Yesterday, as I was looking for photos of my little sister, I stumbled upon this photo of Mike and me when we were 18 years old.
I know, it's terrible quality. You have to remember that waaaaaay back then, we were lucky to have enough film in a camera to take even a few photos. I never took a whole roll at once so it remained in the camera, sometimes for months (years?). THEN, it was sent off to somewhere like Seattle Filmworks. Often, when that fat package returned with my prints, I had no idea what photos would be in there. Usually, few or none were of good quality but nearly all were saved as they were the best we had to remember the pictured event.
So, terrible quality or not, looking at this photo makes me happy. It was taken our senior year of high school. Mike and I had been dating for about a year at that time. This was taken in the living room of the Christian Church parsonage in Turner, MT... my high school home. The paintings on the wall were created by my mother. The photo on the wall is my older brother, who at that time lived so far away we rarely got to see him. Those striped chairs behind us had been reupholstered more than once by my talented mother. I made my own prom dress and added that shawl that was a gift from my Grandma. Mike looked especially cool in his blue polyester leisure suit. We already knew we loved each other but we knew very little of what our future would hold. Look at us, though. Don't we look pleased with ourselves? It was a happy night.

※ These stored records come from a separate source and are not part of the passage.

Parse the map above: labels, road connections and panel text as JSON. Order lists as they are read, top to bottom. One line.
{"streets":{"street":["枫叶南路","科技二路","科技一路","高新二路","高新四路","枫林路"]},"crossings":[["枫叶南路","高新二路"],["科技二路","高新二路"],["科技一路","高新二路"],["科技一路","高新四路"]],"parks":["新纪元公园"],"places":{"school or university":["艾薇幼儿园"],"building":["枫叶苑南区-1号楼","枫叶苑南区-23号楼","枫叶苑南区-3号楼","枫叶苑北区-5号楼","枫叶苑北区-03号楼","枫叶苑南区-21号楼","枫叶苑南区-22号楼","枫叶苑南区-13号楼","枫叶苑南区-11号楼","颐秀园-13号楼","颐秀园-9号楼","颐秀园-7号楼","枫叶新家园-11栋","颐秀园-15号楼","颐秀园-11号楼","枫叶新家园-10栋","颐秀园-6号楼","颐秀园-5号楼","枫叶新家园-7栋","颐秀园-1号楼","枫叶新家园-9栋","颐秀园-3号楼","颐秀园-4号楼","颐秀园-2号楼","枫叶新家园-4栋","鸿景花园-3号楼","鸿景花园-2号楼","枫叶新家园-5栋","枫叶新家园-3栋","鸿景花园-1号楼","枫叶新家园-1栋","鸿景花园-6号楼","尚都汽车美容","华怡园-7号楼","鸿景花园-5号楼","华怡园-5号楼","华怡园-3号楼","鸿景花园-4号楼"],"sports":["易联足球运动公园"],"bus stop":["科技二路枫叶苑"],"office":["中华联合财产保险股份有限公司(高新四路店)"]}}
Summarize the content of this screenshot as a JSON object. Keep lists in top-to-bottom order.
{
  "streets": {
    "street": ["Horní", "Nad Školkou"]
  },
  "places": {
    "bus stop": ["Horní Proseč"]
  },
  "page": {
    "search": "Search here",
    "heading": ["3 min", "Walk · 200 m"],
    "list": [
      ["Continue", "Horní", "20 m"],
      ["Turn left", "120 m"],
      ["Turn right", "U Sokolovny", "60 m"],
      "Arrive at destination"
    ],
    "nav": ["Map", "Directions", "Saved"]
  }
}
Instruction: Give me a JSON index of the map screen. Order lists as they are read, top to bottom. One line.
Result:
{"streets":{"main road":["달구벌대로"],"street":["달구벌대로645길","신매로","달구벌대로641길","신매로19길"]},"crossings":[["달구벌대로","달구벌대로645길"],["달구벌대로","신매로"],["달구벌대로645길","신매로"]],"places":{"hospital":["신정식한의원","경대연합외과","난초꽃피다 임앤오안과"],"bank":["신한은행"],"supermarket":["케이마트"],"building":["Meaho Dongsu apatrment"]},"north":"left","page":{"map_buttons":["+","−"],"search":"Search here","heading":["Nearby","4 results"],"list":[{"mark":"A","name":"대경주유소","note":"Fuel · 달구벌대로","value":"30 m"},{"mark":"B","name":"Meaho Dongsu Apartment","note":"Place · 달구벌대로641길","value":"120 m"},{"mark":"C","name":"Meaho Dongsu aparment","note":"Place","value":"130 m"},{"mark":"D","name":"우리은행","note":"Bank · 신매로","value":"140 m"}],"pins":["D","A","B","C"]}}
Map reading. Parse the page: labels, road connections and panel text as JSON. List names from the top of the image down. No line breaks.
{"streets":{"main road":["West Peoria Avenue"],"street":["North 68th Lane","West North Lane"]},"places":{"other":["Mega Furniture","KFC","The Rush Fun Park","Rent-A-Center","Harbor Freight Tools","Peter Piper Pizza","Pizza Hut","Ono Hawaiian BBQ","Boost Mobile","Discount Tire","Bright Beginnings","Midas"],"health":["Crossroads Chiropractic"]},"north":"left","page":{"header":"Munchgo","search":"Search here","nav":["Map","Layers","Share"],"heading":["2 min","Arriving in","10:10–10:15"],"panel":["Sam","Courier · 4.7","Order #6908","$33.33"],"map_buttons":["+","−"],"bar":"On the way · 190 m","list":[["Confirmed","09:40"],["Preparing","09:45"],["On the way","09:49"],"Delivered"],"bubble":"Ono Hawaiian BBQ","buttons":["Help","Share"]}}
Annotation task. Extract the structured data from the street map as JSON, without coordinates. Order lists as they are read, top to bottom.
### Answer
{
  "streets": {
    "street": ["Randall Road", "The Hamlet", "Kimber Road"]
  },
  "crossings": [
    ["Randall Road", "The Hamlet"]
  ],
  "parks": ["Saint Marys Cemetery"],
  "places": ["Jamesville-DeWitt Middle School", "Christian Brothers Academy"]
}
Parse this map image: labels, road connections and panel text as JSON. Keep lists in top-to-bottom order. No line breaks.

When I look at that photo, I clearly remember all the hope and excitement for the unknown future. I also remember being a bit nervous. There is often a lot of pressure on high school seniors to have some things figured out. How many times are seniors asked about their future plans... what path do they plan to follow? It's kind of crazy, huh?
The evening that photo was taken, I thought I'd likely go to college to learn sign language as I prepared to teach deaf students. As it turned out, that wasn't my path at all. When that photo was taken I'd not yet realized that I really, really needed to be a nurse. I didn't know anything about Mike's future as a pastor...absolutely no clue. I didn't know that we'd have a daughter and two sons that would become more important to us than almost anything. I didn't know Mike and I would someday live in the Seattle area, New Mexico, Wyoming and other places together. I most certainly did not even consider being grandparents together and loving two precious little girls so much our hearts almost explode. I had more happiness in my future than I was even able to imagine!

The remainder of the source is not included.